Pourtant, lorsqu’il apprendra qu’Aline est enceinte, Gansberg l’installera dans cette gentilhommière. Ce n’est pas qu’il veuille mettre en péril le secret de ses négociations, ni qu’il cherche à dissimuler cette liaison aux yeux de son épouse légitime (qui s’en moque), ni même qu’il soit pris de remords ou d’un besoin de réparer ; il est tout simplement, au milieu de cette époque troublée, tiraillé en sens divers par sa conscience et incapable de tout assumer correctement. Autre chose encore, Gansberg, au volant de sa Jaguar, arrive de Bruxelles ou y repart au milieu de la nuit. Il ne sait rien du village et de ses habitants, il ne connaît pas le passé du garde-chasse ou celui de son jardinier, les querelles, les rancunes ou les complicités des gens qui l’entourent. Il oublie trop vite que le téléphone passe encore par une standardiste qui reconnaît les abonnés et peut écouter les conversations… Les bruits circulent, la rumeur va gronder. Puis un graffiti sur les murs de la propriété vilipendera ensemble, en jouant sur les lettres, Aline, la maîtresse dissimulée, et Liliane, la princesse contestée ; Gansberg, dépassé par les événements sera aux aguets, à cran. Entre les périlleuses affaires du royaume et une sauvegarde de sa vie intime, le conseiller du roi négocie, effaré. Il suffira d’un rôdeur pour que le fragile équilibre de Gansberg bascule tandis que d’autres manigancent dans l’ombre l’avenir du pays.
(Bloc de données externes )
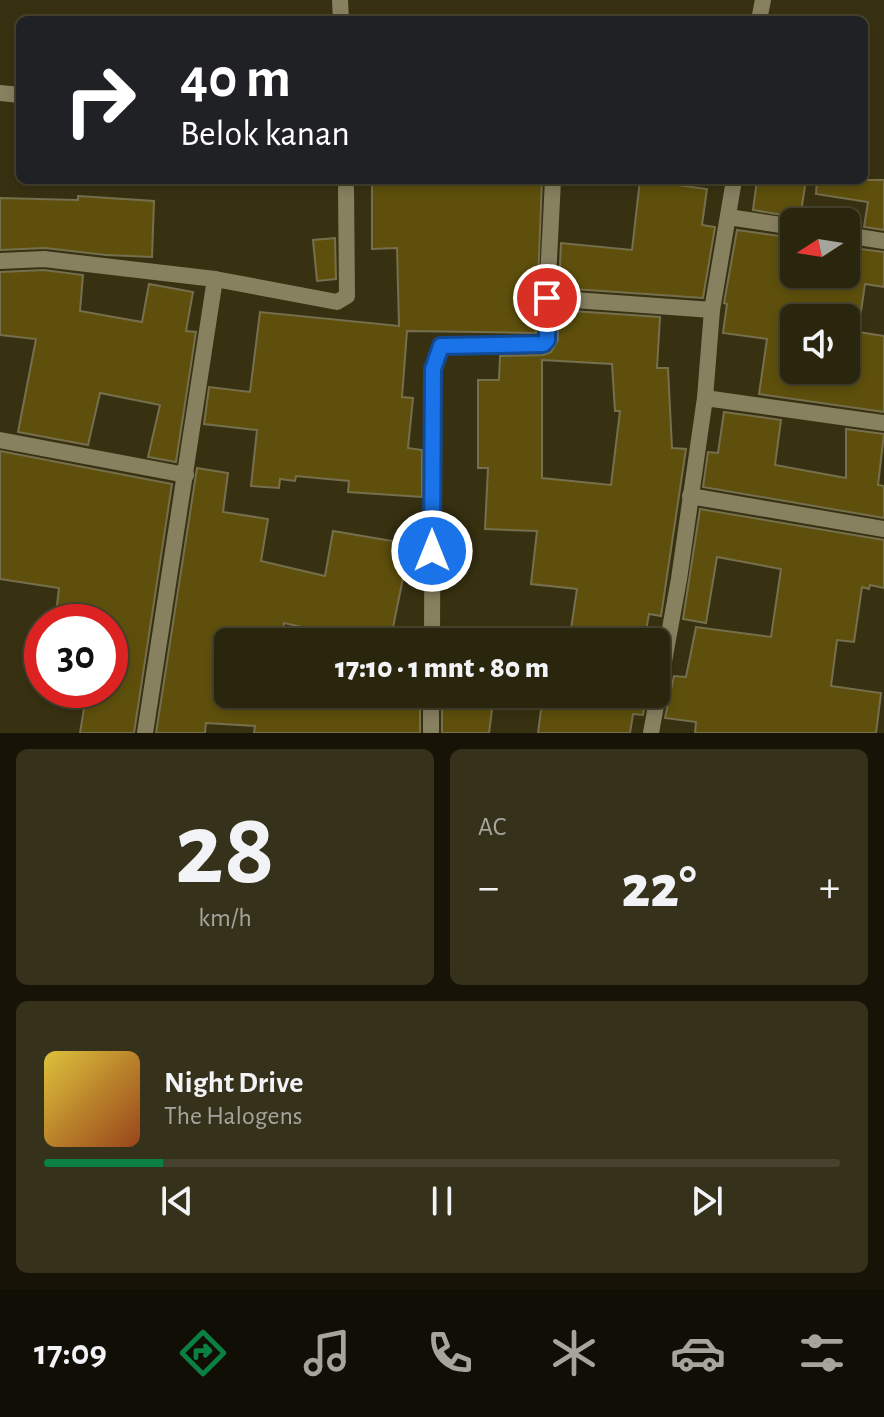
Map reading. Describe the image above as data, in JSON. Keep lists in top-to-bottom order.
{
  "north": "left",
  "page": {
    "turn": ["40 m", "Belok kanan"],
    "limit": "30",
    "trip": "17:10 · 1 mnt · 80 m",
    "tile": [
      ["28", "km/h"],
      "AC"
    ],
    "heat": ["−", "22°", "+"],
    "song": ["Night Drive", "The Halogens"],
    "tabs": "17:09"
  }
}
Armel Job utilise, comme dans ses précédents romans, un fond historique précis pour déployer une fiction dans ce terroir ardennais qu’il connaît bien. Une fois de plus, il prouve qu’il maîtrise son sujet et enchante le lecteur en lui racontant une histoire riche de ces petits et grands faits du quotidien dont aucun n’est innocent ou anodin. Job utilise une langue classique et limpide mais implacable dans ses traits d’humour comme dans sa rigueur, sa lucidité. Il pétrit l’humain avec tact, sympathie mais sans illusion et il organise à merveille le temps de son récit. Entre pouvoir des émotions et le désordre des événements, l’histoire se forge et prend dans ses tenailles. Armel Job est brillant conteur et stratège, en fin connaisseur de la tragédie.